Aussi n'y trouve-t-on pas la même sclérose économique. Les milliards, beaucoup moins concentrés, s'y entre-dévorent joyeusement, et quand les milliards s'entre-dévorent il tombe toujours des miettes pour les autres. Je n'ignore pas, évidemment, sur quel système de la sueur s'érige dans le Sud telle respectable fortune. Malgré tout, on sent un pays plus sain et plus jeune. Ce sont milliards, mais beaux milliards adolescents.

Mon propos n'est pas de parler du Maroc. Si je commence à connaître l'Algérie où chaque année me ramène plusieurs fois, je n'ai que très peu séjourné au Maroc. J'exprimerai simplement une inquiétude : une énorme ville, Casablanca, ne-va-elle pas miner le Maroc, comme Dakar, Abidjan, Douala, Pointe-noire et Brazzaville minent l'Afrique noire ? La spéculation aidant, on bâtit des villes géantes. Les terrains s'y vendent plus cher qu'au centre de Paris. A Casablanca les gratte-ciel, qu'ils s'érigent dans un azur vierge ou dans la brume, évoquent San Francisco. Cette richesse – ou cette évocation – ne sont-elles pas illusoires ? Certes Casablanca est un des Grands relais du monde, certes les industries trouvent profit à s'établir dans ce pays de « porte ouverte » et de peu d'impôts. Pourtant, cette ville n'est-elle pas en déséquilibre avec un arrière-pays ruineux ? Afrique atlantique, mais Afrique quand même, le Maroc avec de longues étendues désertes, des collines ravinées jusqu'à l'os. Le printemps semble s'en être détourné : ces étendues sont trop pauvres même pour les fleurs des murailles.

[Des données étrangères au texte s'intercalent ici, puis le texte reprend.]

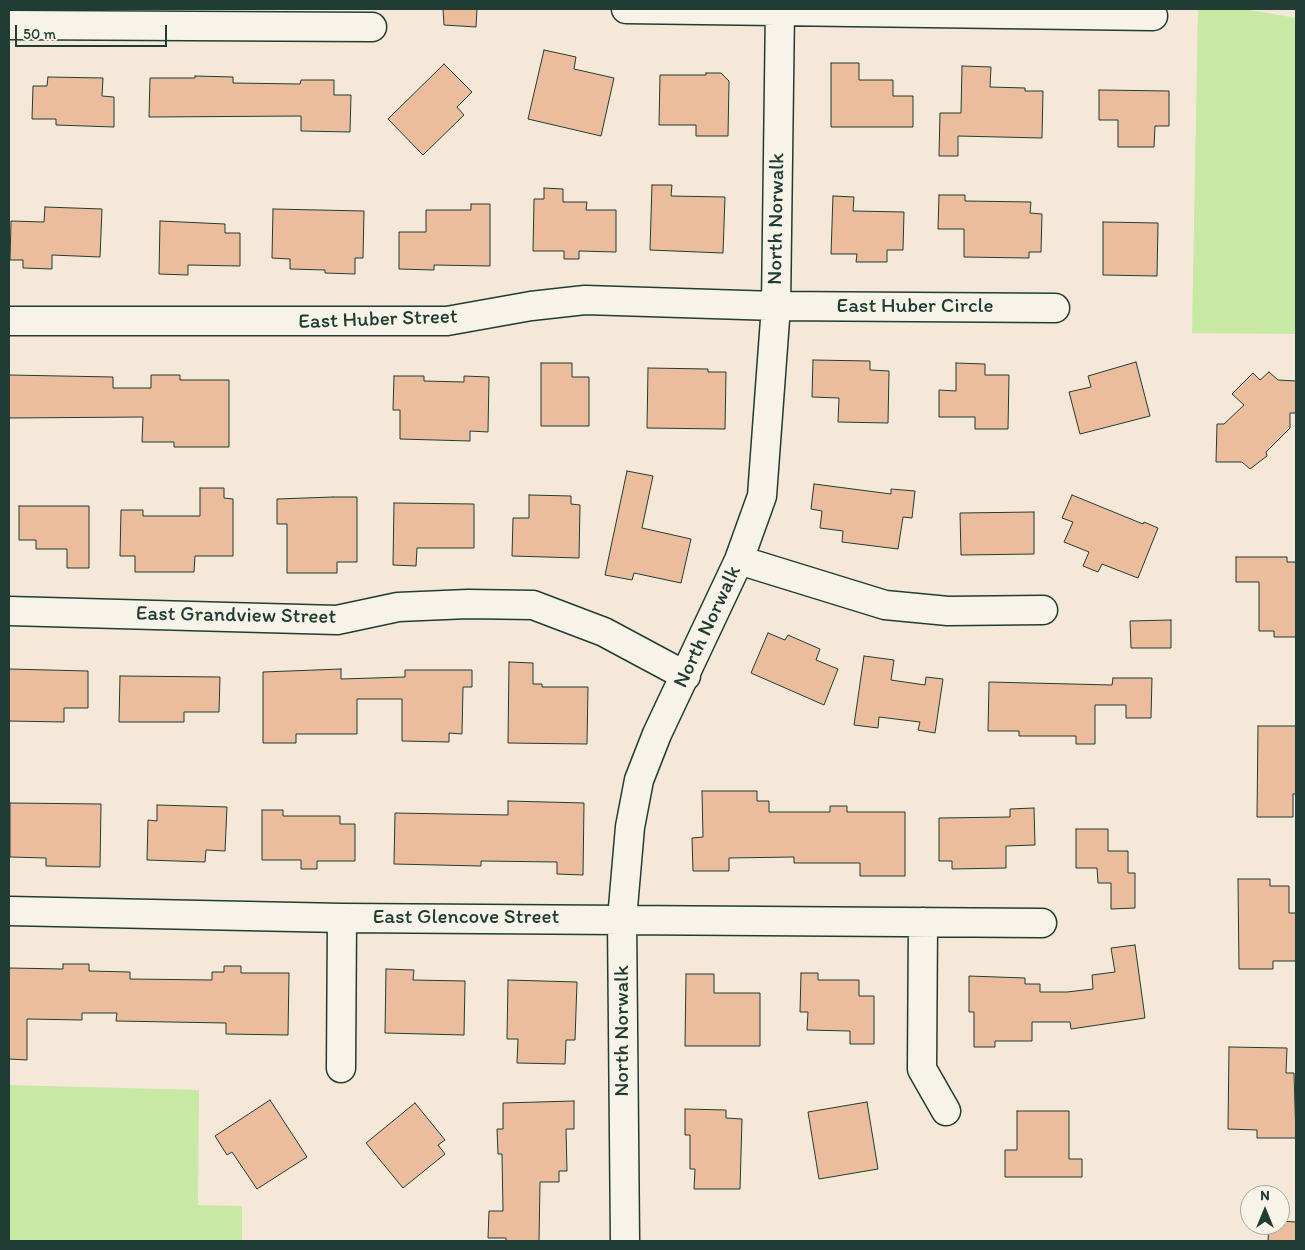 <!DOCTYPE html>
<style>
body{margin:0}
#map{position:relative;width:1305px;height:1250px;overflow:hidden;background:#f5e8d9;font-family:Itim,sans-serif}
canvas{display:block}
.frame{position:absolute;inset:0;border:10px solid #1f3d34;pointer-events:none}
.north{position:absolute;left:1240px;top:1185px;width:50px;height:50px;box-sizing:border-box;background:#f7f3e8;border:1px solid #a1aaa0;border-radius:50%;rotate:0deg;font-size:14px;font-weight:700;line-height:20px;text-align:center;color:#1f3d34}
.north::after{content:'';display:block;margin:auto;width:18px;height:22px;background:#1f3d34;clip-path:polygon(50% 0,100% 100%,50% 72%,0 100%)}
.scale{position:absolute;left:15px;top:25px;width:152px;height:22px;box-sizing:border-box;border:2px solid #1f3d34;border-top:0;padding-left:6px;font-size:15px;line-height:18px;white-space:nowrap;color:#1f3d34;-webkit-text-stroke:4px #f7f3e8;paint-order:stroke}
</style>
<div id="map">
<canvas width="1305" height="1250"></canvas>
<div class="frame"></div>
<div class="north">N</div>
<div class="scale">50 m</div>
</div>
<script>
const c = document.querySelector('canvas').getContext('2d');
c.lineJoin = 'round';
function fill(path, color) { c.fillStyle = color; c.fill(path, 'evenodd'); }
const poly = rows => new Path2D(rows.map(r => 'M' + r).join(''));
function stroke(path, color, width, dash) { c.strokeStyle = color; c.lineWidth = width; c.lineCap = dash ? 'butt' : 'round'; c.setLineDash(dash || []); c.stroke(path); }
function write(font, color, halo, rows, align = 'center') {
  c.font = font + ' Itim,sans-serif'; c.lineWidth = 4.5; c.setLineDash([]); c.textBaseline = 'middle'; c.strokeStyle = halo; c.fillStyle = color; for (const [text, x, y, turn = 0] of rows) {
    c.save(); c.translate(x, y); c.rotate((+turn || 0) * Math.PI / 180); c.textAlign = isNaN(turn) ? turn : align; if (halo) c.strokeText(text, 0, 0); c.fillText(text, 0, 0); c.restore();
  }
}
const green = poly([
 [1198,9,1244,9,1296,18,1296,334,1192,333],
 [9,1085,199,1090,198,1205,242,1206,242,1241,9,1241]
]);
const building = poly([
 [443,9,477,9,476,27,444,25,443,9],
 [544,50,576,57,574,69,614,78,601,136,528,119,544,50],
 [831,63,859,63,859,80,893,80,893,96,913,96,913,127,831,127,831,63],
 [444,64,472,92,457,107,464,115,423,155,388,119,444,64],
 [962,66,991,67,990,87,1025,88,1025,91,1043,91,1042,138,958,136,958,156,939,156,940,113,961,113,962,66],
 [706,73,721,73,729,81,728,136,696,136,696,125,659,125,660,75,706,75,706,73],
 [195,76,233,77,233,83,300,84,301,80,334,80,334,95,351,95,350,132,301,131,301,116,149,117,150,78,195,78,195,76],
 [48,77,103,78,102,96,114,97,114,127,56,125,56,119,32,119,33,86,47,86,48,77],
 [1099,90,1169,91,1169,126,1155,126,1154,147,1118,147,1118,120,1099,120,1099,90],
 [652,185,672,185,671,196,725,197,723,253,650,250,652,185],
 [544,188,563,189,563,202,587,202,586,210,616,210,616,252,579,251,579,259,564,259,564,251,533,251,534,199,544,199,544,188],
 [939,195,965,195,965,201,1031,202,1030,213,1042,214,1041,252,1029,252,1029,258,964,257,964,229,938,229,939,195],
 [833,196,854,197,853,211,904,212,903,250,887,250,887,262,856,262,857,254,831,254,833,196],
 [471,204,490,204,490,266,434,265,434,270,399,269,399,232,426,232,426,210,471,210,471,204],
 [45,207,102,209,100,257,52,255,52,269,23,268,23,260,10,260,11,221,44,222,45,207],
 [273,209,364,211,363,258,355,258,355,274,325,273,325,270,290,269,290,259,272,258,273,209],
 [160,221,225,224,225,233,240,233,240,266,188,265,188,275,159,274,160,221],
 [1103,222,1158,223,1157,276,1103,275,1103,222],
 [813,360,870,361,870,370,889,371,888,423,838,422,839,398,812,397,813,360],
 [1136,362,1150,416,1080,434,1069,392,1091,387,1088,376,1136,362],
 [541,363,572,363,572,377,589,377,589,426,541,426,541,363],
 [956,363,985,364,985,375,1009,375,1008,429,975,429,975,417,939,417,939,390,956,391,956,363],
 [648,368,708,369,708,372,726,372,725,429,647,428,648,368],
 [1269,372,1278,380,1296,381,1296,413,1290,413,1290,428,1266,452,1267,456,1250,469,1242,462,1216,462,1217,424,1224,424,1244,405,1232,394,1253,373,1260,380,1269,372],
 [9,375,113,377,113,388,151,388,151,375,180,375,180,380,229,380,229,447,174,447,174,442,142,442,143,417,9,418,9,375],
 [394,376,424,376,424,381,464,382,464,376,489,377,488,432,470,431,470,441,400,439,400,410,393,410,394,376],
 [627,471,653,476,642,528,691,539,681,583,634,573,632,580,605,575,627,471],
 [814,484,891,494,891,489,915,491,912,518,903,517,898,549,842,542,843,531,820,528,822,511,811,509,814,484],
 [200,488,224,488,224,498,233,499,233,556,195,556,194,572,135,572,135,556,120,556,121,510,143,510,143,516,200,516,200,488],
 [529,495,571,496,571,504,580,505,579,558,512,556,513,518,529,518,529,495],
 [1072,495,1143,524,1144,522,1158,528,1138,578,1102,564,1098,572,1083,566,1089,552,1064,542,1073,522,1062,518,1072,495],
 [333,497,357,497,357,562,337,562,337,573,287,573,287,524,277,524,277,499,333,497],
 [394,503,474,504,474,548,417,548,416,566,393,565,394,503],
 [19,506,89,506,89,568,67,568,67,549,36,549,36,540,19,540,19,506],
 [1034,512,1034,554,961,555,960,513,1034,512],
 [1236,557,1287,557,1287,562,1296,562,1296,637,1274,637,1274,631,1259,631,1259,582,1236,582,1236,557],
 [1171,620,1171,648,1131,648,1130,621,1171,620],
 [768,633,785,640,788,635,820,649,816,660,838,669,824,705,751,673,768,633],
 [864,656,894,660,891,680,925,685,926,677,943,679,935,733,918,730,920,722,879,717,878,728,854,725,864,656],
 [509,662,533,663,533,684,542,684,542,687,588,687,587,744,508,743,509,662],
 [9,669,88,671,88,708,64,708,64,722,9,721,9,669],
 [341,669,341,679,405,677,405,670,472,670,472,687,463,687,462,734,449,733,449,742,402,741,402,699,357,699,357,734,296,734,296,743,263,743,263,672,341,669],
 [120,676,220,677,219,712,184,712,184,722,119,722,120,676],
 [1113,678,1152,678,1151,718,1126,718,1126,705,1095,705,1095,744,1076,744,1076,736,1019,736,1019,731,988,731,989,682,1112,685,1113,678],
 [1258,726,1296,726,1296,794,1293,794,1293,817,1257,817,1258,726],
 [702,791,757,791,757,801,769,801,769,812,830,812,830,806,847,806,847,812,905,812,905,876,860,876,860,863,794,863,794,857,729,858,729,871,693,871,692,838,703,837,702,791],
 [508,801,584,803,583,875,557,874,557,862,481,861,481,866,394,864,395,813,508,815,508,801],
 [10,803,101,804,100,867,46,866,46,858,10,857,10,803],
 [157,805,227,807,225,851,206,850,205,862,147,860,148,820,157,821,157,805],
 [1034,808,1035,845,1006,846,1006,868,952,869,952,861,939,861,939,818,1010,817,1010,809,1034,808],
 [262,810,283,810,283,816,340,816,340,824,355,824,355,861,317,861,317,869,301,869,301,860,262,860,262,810],
 [1076,829,1108,829,1108,851,1128,851,1128,873,1135,873,1135,908,1111,909,1111,883,1098,883,1097,868,1076,868,1076,829],
 [1238,879,1270,879,1270,886,1289,886,1289,913,1296,913,1296,961,1273,961,1273,969,1239,969,1238,879],
 [1135,945,1145,1018,1071,1029,1070,1022,1032,1022,1032,1041,995,1041,995,1047,974,1047,974,1012,969,1012,969,976,1025,978,1025,984,1040,984,1040,992,1067,992,1093,989,1092,975,1115,972,1111,948,1135,945],
 [63,964,89,964,89,971,130,972,130,979,212,980,212,972,224,972,224,966,241,966,241,973,289,973,288,1035,226,1034,226,1023,116,1021,117,1013,82,1013,82,1020,27,1019,27,1060,9,1059,9,968,63,969,63,964],
 [386,969,414,970,413,980,465,981,464,1035,385,1033,386,969],
 [801,973,818,973,818,980,859,980,859,996,874,996,874,1044,850,1044,850,1031,807,1030,808,1012,800,1012,801,973],
 [686,974,714,974,714,993,760,993,760,1046,685,1046,686,974],
 [508,980,577,982,575,1040,566,1040,565,1064,517,1063,518,1039,507,1039,508,980],
 [1229,1047,1287,1048,1286,1073,1294,1073,1296,1138,1257,1138,1257,1130,1228,1129,1229,1047],
 [270,1100,307,1157,257,1189,232,1152,227,1155,215,1136,270,1100],
 [574,1101,574,1129,566,1129,567,1171,559,1171,559,1182,540,1182,539,1241,506,1241,506,1238,488,1238,489,1211,503,1211,502,1154,498,1154,497,1129,503,1129,503,1103,574,1101],
 [867,1102,878,1169,819,1179,808,1112,867,1102],
 [415,1103,445,1140,438,1145,445,1154,403,1188,366,1143,415,1103],
 [685,1109,726,1110,726,1118,742,1119,740,1189,694,1189,695,1169,690,1169,690,1135,685,1135,685,1109],
 [1017,1111,1069,1111,1069,1159,1082,1159,1082,1177,1005,1177,1005,1150,1017,1150,1017,1111],
 [1280,1221,1296,1222,1296,1241,1268,1241,1269,1225,1280,1225,1280,1221]
]);
const minor = poly([
 [626,9,1153,16],
 [9,25,372,27],
 [9,321,447,321,531,306,585,300,776,306,1055,308],
 [739,560,885,605,948,611,1043,610],
 [9,611,337,620,398,607,468,604,533,605,604,632,686,676],
 [9,911,342,918,1042,923],
 [923,922,922,1069,946,1111],
 [341,1068,342,918],
 [625,1241,622,919,630,827,639,780,657,734,739,560,762,496,776,306,780,9]
]);
const streetNames = [
 ["North Norwalk",777,219,-89],
 ["East Huber Circle",915,307],
 ["East Huber Street",378,320,-2],
 ["East Grandview Street",236,616,1],
 ["North Norwalk",708,627,-65],
 ["East Glencove Street",466,918],
 ["North Norwalk",623,1031,-90]
];
fill(green, '#c7e9a3');
fill(building, '#ecbd9c');
stroke(building, '#1f3d34', 1);
stroke(minor, '#1f3d34', 31);
stroke(minor, '#f7f3e8', 28);
write('21px', '#1f3d34', '#f7f3e8', streetNames);
</script> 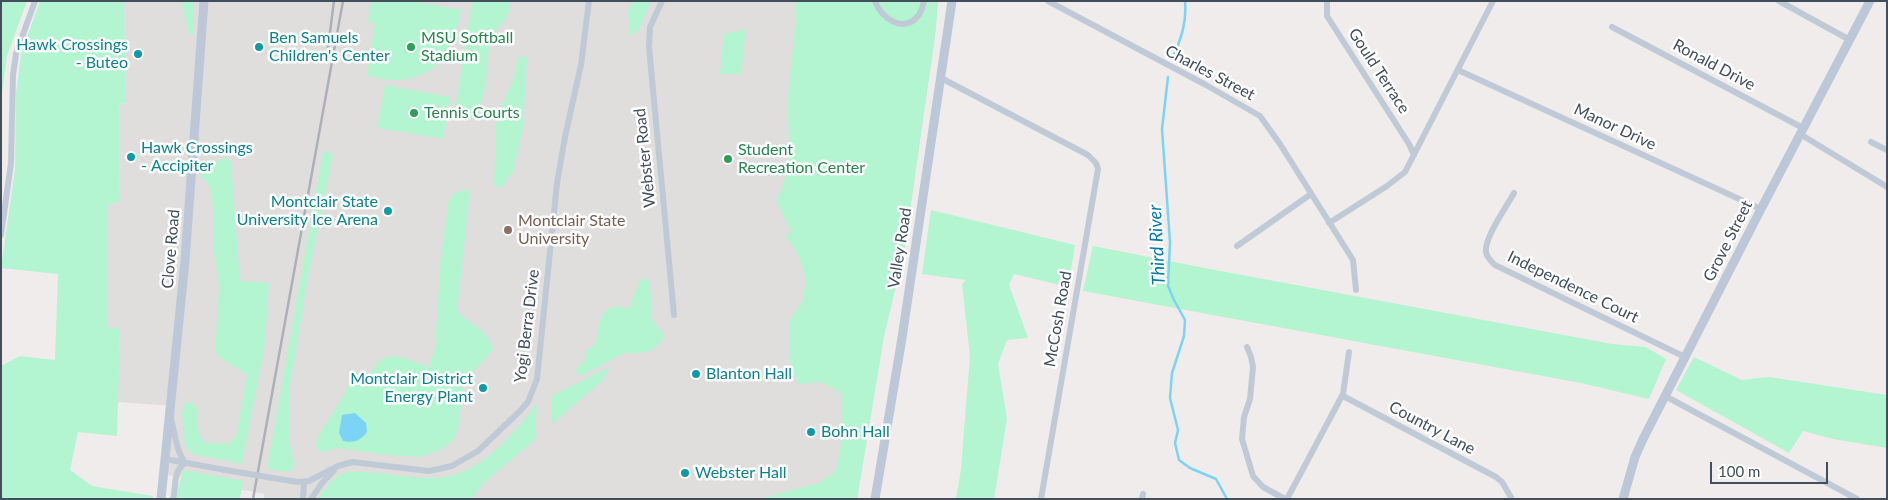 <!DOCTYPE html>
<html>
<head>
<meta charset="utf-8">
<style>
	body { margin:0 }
	#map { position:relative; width:1888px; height:500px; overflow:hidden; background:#efeceb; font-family:Lato,sans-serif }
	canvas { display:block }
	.frame { position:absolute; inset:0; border:2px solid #424e5b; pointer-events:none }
	.scale { position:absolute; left:1710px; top:462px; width:118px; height:22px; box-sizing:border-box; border:2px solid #424e5b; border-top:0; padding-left:6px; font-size:15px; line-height:18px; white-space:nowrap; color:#424e5b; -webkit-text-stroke:4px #fff; paint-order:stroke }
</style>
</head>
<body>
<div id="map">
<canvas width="1888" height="500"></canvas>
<div class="frame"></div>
<div class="scale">100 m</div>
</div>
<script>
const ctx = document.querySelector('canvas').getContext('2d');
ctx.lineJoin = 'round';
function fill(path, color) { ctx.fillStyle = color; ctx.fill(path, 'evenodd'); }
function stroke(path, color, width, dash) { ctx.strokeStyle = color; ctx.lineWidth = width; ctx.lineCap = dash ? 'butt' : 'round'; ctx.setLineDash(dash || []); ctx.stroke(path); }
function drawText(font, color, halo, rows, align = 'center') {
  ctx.font = font + ' Lato,sans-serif'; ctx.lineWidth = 5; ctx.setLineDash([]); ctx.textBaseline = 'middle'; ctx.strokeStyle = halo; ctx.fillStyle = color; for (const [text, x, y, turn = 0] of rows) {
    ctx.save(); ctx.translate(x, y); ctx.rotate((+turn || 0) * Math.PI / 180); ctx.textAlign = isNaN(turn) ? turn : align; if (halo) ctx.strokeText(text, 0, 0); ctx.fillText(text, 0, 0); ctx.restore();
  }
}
fill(new Path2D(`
	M124 1H938L935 36 904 252 884 336 857 499H264V494L167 475 174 406 117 402 120 329 107 328 108 205 120 202 119 104 126 103Z`), '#e0dddd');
fill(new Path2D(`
	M1 1H27L7 56 2 93Z
	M40 1H124L126 103 119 104 120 202 108 205 107 327 120 329 117 436 78 432 70 470 92 486 153 496 152 499H1V366L20 356 55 360 58 274 1 268 15 170 16 94 21 54Z
	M181 1H194L193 35 189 34Z
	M371 1H412L461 10C456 45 440 76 401 80 390 81 378 78 367 76L375 23 368 22Z
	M472 1H510C510 25 498 21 492 38 486 54 488 71 485 88 484 98 478 107 476 118L462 116 455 111Z
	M632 1H651L638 31 630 35 628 12Z
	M796 1H938L935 36 904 252 884 336 857 499H759L819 483 836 471 842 438 841 393 822 382 798 384 790 364V320L803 300 806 280 799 256 785 235 792 233 776 201C794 169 788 139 788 104 789 70 796 36 796 1Z
	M746 29 741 74H720L724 34Z
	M518 57H527L523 128 513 173 508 177 503 187 493 186 496 148V125L499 111 513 80Z
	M385 85 450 97 443 139 377 128Z
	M323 151 333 154 309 272 289 392V439L294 464 293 468 288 472 267 469Z
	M223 158H227L231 162 240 281 269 283 265 344 242 464 192 454 185 447 182 414 184 403 189 402C201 407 197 416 198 427 198 433 202 438 205 443L228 444 236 437 247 374 226 362 215 353 219 286 214 253V215L210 187 208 183 200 177 201 174Z
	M465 190 470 191 457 311C469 325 490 330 493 350L470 375 463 388 458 429 454 439 442 449 421 457 387 455 338 448 323 452 319 451 316 446 317 438 345 393C348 381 356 380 367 378 372 371 376 363 383 359 396 351 416 363 429 367L435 348 441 253 449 199 456 192Z
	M931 210 1075 245 1068 287 1014 274 1009 285 1028 338 1007 340 998 364 1007 419 994 499H956L961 469 970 356 962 284 966 280 922 274Z
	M1093 246 1210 269 1612 344 1646 347 1666 359 1649 399 1581 383 1083 291Z
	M643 278 650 281 652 320 664 335 661 342 651 351 637 353H624L582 376 575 370 585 360 587 348H593C599 337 596 311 613 307 617 306 624 308 629 308 635 298 635 285 643 278Z
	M1694 357 1742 380 1769 377 1887 395V448L1833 439 1803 431 1789 453 1676 390Z
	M610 367 602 381 552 424 551 396Z
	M537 403 535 440 486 481 471 499H318C324 491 331 478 341 474 352 470 364 472 375 473 403 475 436 484 462 472 493 459 517 429 537 403Z
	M183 470 243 481 240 499H175Z`), '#b3f4d1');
fill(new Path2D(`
	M355 413 366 423 367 432C360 441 354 443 343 441L339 433 342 415Z`), '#7bd4f6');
stroke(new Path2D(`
	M1173 57C1181 39 1187 22 1185 1
	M1168 77 1162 129 1170 242 1168 286 1174 300 1185 320 1184 336 1172 373 1170 398 1178 430 1175 443 1179 460 1190 468 1216 479 1227 499`), '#7bd4f6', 2.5);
stroke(new Path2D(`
	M662 1 650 27 649 47 674 315
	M875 1C881 18 903 34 918 16 921 12 923 6 924 1
	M1048 1 1206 85 1260 116 1280 144 1353 260 1356 290
	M1327 1V16L1409 144 1414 155
	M1779 1 1850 40
	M1612 27 1803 128
	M1458 70 1761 209
	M941 78 1088 155 1096 163 1098 169 1041 499
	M1800 134 1887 187
	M1871 142 1887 150
	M1514 193C1507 206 1484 238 1486 252 1487 258 1491 261 1495 265L1685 357
	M1329 223 1387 186 1405 172 1493 1
	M1 235 11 163 13 75 16 54 35 1
	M1237 246 1311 194
	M1247 347 1251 357 1253 367 1250 399 1244 417 1242 439 1253 476 1263 487 1285 499
	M1343 396 1496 477 1502 482 1512 499
	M1665 396 1857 499
	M170 417C176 433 175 449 185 463 172 473 177 484 173 499
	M165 459 231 471
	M267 477 297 482 309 481 338 466 352 462 429 471 452 466 478 451 520 411 528 402 537 379 557 183 565 137 581 65 589 1
	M303 499 304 482
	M311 499 322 483 334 471
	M1142 499 1143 494
	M1287 499 1343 394 1349 352`), '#c0cad6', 6);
stroke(new Path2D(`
	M161 499 185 261 204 1
	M875 499 902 338 952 1
	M1623 499 1635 457 1643 439 1761 209 1870 1`), '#bcc7d8', 9);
stroke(new Path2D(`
	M328 48 334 1
	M253 499 343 1`), '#adb0b8', 2.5);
stroke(new Path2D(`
	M231 471 267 477`), '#c0cad6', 6);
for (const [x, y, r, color] of [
	[259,47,5,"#0f9aa8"],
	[411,47,5,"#2e9e5b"],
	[138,54,5,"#0f9aa8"],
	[414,113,5,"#2e9e5b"],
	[131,157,5,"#0f9aa8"],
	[728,159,5,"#2e9e5b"],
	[388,211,5,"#0f9aa8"],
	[508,230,5,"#8d6e63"],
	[696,374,5,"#0f9aa8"],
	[483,388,5,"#0f9aa8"],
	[811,432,5,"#0f9aa8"],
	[685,473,5,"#0f9aa8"]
]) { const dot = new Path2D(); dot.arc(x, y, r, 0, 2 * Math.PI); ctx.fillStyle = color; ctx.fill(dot); stroke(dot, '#fff', 2); }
drawText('16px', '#0d838f', '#fff', [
	["Ben Samuels",269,38],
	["Children's Center",269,56],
	["Hawk Crossings",128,45,"right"],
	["- Buteo",128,63,"right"],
	["Hawk Crossings",141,148],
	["- Accipiter",141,166],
	["Montclair State",378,202,"right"],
	["University Ice Arena",378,220,"right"],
	["Blanton Hall",706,374],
	["Montclair District",473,379,"right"],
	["Energy Plant",473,397,"right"],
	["Bohn Hall",821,432],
	["Webster Hall",695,473]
], 'left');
drawText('16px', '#27864d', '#fff', [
	["MSU Softball",421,38],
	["Stadium",421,56],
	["Tennis Courts",424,113],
	["Student",738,150],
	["Recreation Center",738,168]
], 'left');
drawText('16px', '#424e5b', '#fff', [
	["Ronald Drive",1714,65,28],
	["Gould Terrace",1379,71,57],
	["Charles Street",1210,73,28],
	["Manor Drive",1615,127,25],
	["Webster Road",645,158,-96],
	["Grove Street",1728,241,-63],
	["Valley Road",900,248,-81],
	["Clove Road",171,249,-85],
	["Independence Court",1573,287,26],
	["McCosh Road",1058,319,-80],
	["Yogi Berra Drive",527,326,-83],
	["Country Lane",1432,428,28]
]);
drawText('16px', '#785e54', '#fff', [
	["Montclair State",518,221],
	["University",518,239]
], 'left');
drawText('italic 18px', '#017aa9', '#fff', [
	["Third River",1157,245,-93]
]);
</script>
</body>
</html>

Et les campagnes se dépeuplent pour Casablanca. Ainsi surgissent, d'année en année, des bidonvilles. Ils submergent tout, ils s'insinuent entre les villes européennes et les riches palais mauresques, ils comblent chaque vide de la cité, ils poussent jusque dans les ruelles des médina. A Rabat, des bidonvilles se sont glissés dans le Palais du Sultan ! Ainsi se pose, également, chaque jour plus grave le problème des médina – plus grave et plus vrai que celui des bidonvilles, même si moins spectaculaire. Dans les récentes enquêtes, on ne paraît pas avoir vu, ou du moins montré, que le bidonville n'est que l'effet d'un autre mal, l'exode rural. Construire la cité surréaliste (on la croirait rêvée par Salvador Dali) d'Aïn Chock n'est qu'un palliatif et non un remède. Délivrer les campagnes des exactions féodales, y relever les salaires, en écarter la faim par des procédés modernes de culture : l'effort ne doit-il pas être porté avant tout sur ces points ? Simples interrogations, craintes que j'exprime après beaucoup d'hésitations. Mais j'ai peur que de récentes indignations, en poussant l'Administration à remplacer les bidonvilles par des médinas demain, surpeuplées et accélératrices, par leur réussite même, de l'exode rural, n’accentuent le mal au lieu de la corriger. Simples interrogations : pour oser être affirmatif, il faudrait beaucoup mieux connaître ce pays. Le Maroc ne se livre pas en trois semaines...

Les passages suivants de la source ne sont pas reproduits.